情勢は微妙である。10月23日にはサウジアラビアの9月分の供給減少が明らかになり、相場も一時盛り返したものの、その後にイラン高官から減産見送りの方針、との発言もあって「減産せず、市場に任せるのではないかとの見方が強まってきている」(新村直弘・マーケット・リスク・アドバイザリー代表取締役)。

 もし減産の方針が示されなければ、もう一段の下落が必至だ。WTIで70ドル、ブレントで75ドル程度まで落ちてもおかしくない。

 問題は、それが実体経済や金融市場に与える影響だ。

 基本的には、原油価格の下落は、消費者や企業のコスト負担軽減となり、景気にとってプラスである。

 しかし一方で、さらなる下落となれば、金融市場はそれを世界景気減速のサインと受け取り、センチメントが悪化する恐れがある。そして株価が下落すれば、景気にも悪影響を与え得る。

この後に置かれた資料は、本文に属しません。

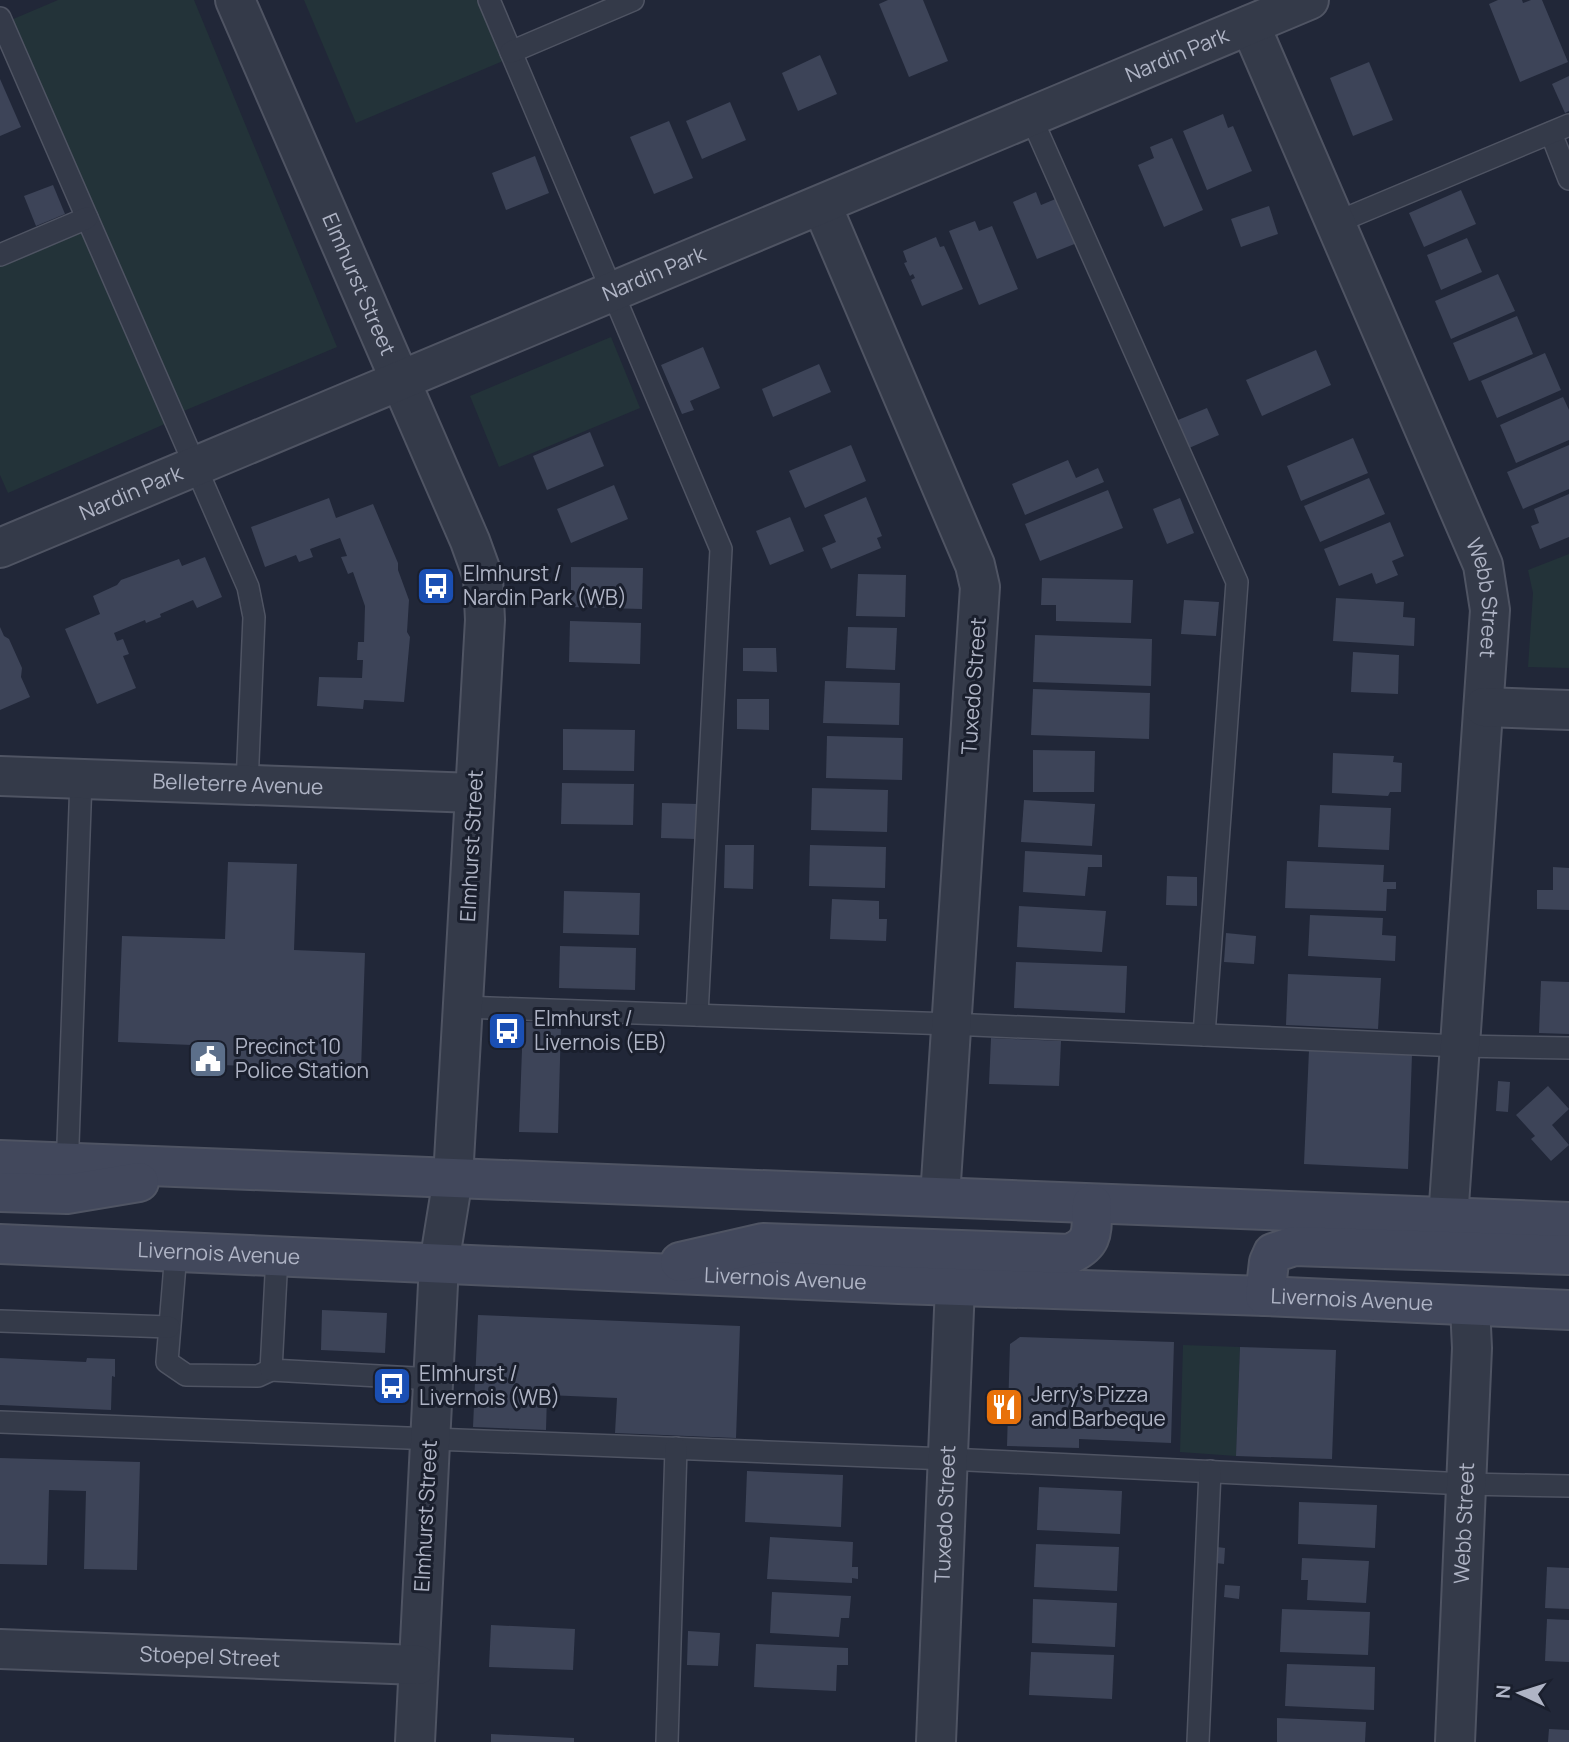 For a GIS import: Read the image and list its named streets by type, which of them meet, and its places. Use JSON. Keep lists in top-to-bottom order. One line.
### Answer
{"streets":{"main road":["Livernois Avenue"],"street":["Nardin Park","Elmhurst Street","Webb Street","Tuxedo Street","Belleterre Avenue","Stoepel Street"]},"crossings":[["Nardin Park","Elmhurst Street"],["Nardin Park","Webb Street"],["Nardin Park","Tuxedo Street"],["Elmhurst Street","Belleterre Avenue"],["Elmhurst Street","Livernois Avenue"],["Elmhurst Street","Stoepel Street"],["Webb Street","Livernois Avenue"],["Tuxedo Street","Livernois Avenue"]],"places":{"bus stop":["Elmhurst / Nardin Park (WB)","Elmhurst / Livernois (EB)","Elmhurst / Livernois (WB)"],"public building":["Precinct 10 Police Station"],"restaurant":["Jerry's Pizza and Barbeque"]},"north":"left"}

 もう一つ、厄介なのがインフレ率の下押し効果だ。人々や企業の期待インフレ率は、原油価格と連動する傾向がある。これは特にデフレの瀬戸際にある欧州への影響が深刻だが、日本でも脱デフレに水を差しかねない。米国でも足元で期待インフレ率が急低下している。「期待インフレ率が低下すると、消費や企業の投資が先送りされ、総需要が抑制されかねない」(嶋津洋樹・SMBC日興証券シニア債券エコノミスト)。

 いましばらく、原油相場の動向を注視する必要がありそうだ。